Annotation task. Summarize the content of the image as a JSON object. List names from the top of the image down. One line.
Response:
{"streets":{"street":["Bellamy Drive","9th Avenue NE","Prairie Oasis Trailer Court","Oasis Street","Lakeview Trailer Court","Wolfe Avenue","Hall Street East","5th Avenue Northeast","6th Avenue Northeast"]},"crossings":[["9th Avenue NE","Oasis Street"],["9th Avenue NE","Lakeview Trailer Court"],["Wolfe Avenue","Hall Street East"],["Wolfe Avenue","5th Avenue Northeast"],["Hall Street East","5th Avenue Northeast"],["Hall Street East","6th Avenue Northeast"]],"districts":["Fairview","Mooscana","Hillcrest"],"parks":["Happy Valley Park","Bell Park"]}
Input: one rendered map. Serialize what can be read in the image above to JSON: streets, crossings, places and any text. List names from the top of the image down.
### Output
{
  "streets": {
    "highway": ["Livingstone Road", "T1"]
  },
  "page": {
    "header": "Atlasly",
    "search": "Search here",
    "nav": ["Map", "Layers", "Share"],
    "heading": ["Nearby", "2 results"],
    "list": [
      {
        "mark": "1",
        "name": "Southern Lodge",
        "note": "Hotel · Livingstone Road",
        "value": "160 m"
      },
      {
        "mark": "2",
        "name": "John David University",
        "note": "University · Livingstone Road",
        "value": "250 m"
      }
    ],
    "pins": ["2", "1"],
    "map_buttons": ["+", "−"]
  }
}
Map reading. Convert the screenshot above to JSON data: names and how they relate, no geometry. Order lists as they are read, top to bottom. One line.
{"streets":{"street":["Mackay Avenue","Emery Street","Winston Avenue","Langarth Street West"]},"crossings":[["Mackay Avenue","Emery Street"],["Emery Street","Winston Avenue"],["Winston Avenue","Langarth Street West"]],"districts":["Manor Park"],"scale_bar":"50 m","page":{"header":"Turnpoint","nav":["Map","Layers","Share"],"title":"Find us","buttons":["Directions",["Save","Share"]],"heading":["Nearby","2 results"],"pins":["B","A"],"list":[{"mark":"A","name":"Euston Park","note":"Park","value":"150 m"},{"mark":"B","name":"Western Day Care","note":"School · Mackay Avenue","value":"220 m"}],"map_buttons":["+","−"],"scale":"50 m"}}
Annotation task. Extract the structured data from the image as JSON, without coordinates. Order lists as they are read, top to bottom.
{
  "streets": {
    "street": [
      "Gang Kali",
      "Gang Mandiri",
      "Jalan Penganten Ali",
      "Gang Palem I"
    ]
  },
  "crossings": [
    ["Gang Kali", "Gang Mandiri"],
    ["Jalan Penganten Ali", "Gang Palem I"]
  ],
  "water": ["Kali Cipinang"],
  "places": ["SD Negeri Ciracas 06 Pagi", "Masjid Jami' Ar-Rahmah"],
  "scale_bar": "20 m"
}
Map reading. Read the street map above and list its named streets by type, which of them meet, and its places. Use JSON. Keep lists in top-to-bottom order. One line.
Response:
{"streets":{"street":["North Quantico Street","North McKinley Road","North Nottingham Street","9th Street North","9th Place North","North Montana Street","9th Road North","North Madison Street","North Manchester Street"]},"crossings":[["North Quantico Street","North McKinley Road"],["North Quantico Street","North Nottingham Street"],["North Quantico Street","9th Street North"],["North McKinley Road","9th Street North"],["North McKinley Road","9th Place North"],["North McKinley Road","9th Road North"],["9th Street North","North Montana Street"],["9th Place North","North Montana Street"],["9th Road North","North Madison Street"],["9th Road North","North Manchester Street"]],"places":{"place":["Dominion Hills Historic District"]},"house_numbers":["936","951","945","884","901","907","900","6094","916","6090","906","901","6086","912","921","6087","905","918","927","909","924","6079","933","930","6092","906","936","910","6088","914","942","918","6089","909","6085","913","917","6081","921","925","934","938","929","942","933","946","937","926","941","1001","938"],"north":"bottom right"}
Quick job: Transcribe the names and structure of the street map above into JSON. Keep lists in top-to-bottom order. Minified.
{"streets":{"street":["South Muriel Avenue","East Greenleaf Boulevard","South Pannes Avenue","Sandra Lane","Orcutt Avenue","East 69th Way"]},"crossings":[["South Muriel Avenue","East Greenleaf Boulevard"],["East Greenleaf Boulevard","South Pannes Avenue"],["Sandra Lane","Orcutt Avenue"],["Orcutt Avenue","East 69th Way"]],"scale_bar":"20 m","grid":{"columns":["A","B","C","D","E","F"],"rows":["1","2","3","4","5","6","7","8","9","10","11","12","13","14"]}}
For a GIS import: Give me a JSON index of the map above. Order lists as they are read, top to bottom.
• • • •
# [Exercise]
Would you give the number of lines in this listing that include "down"? Only the number, please.

# [Result]
2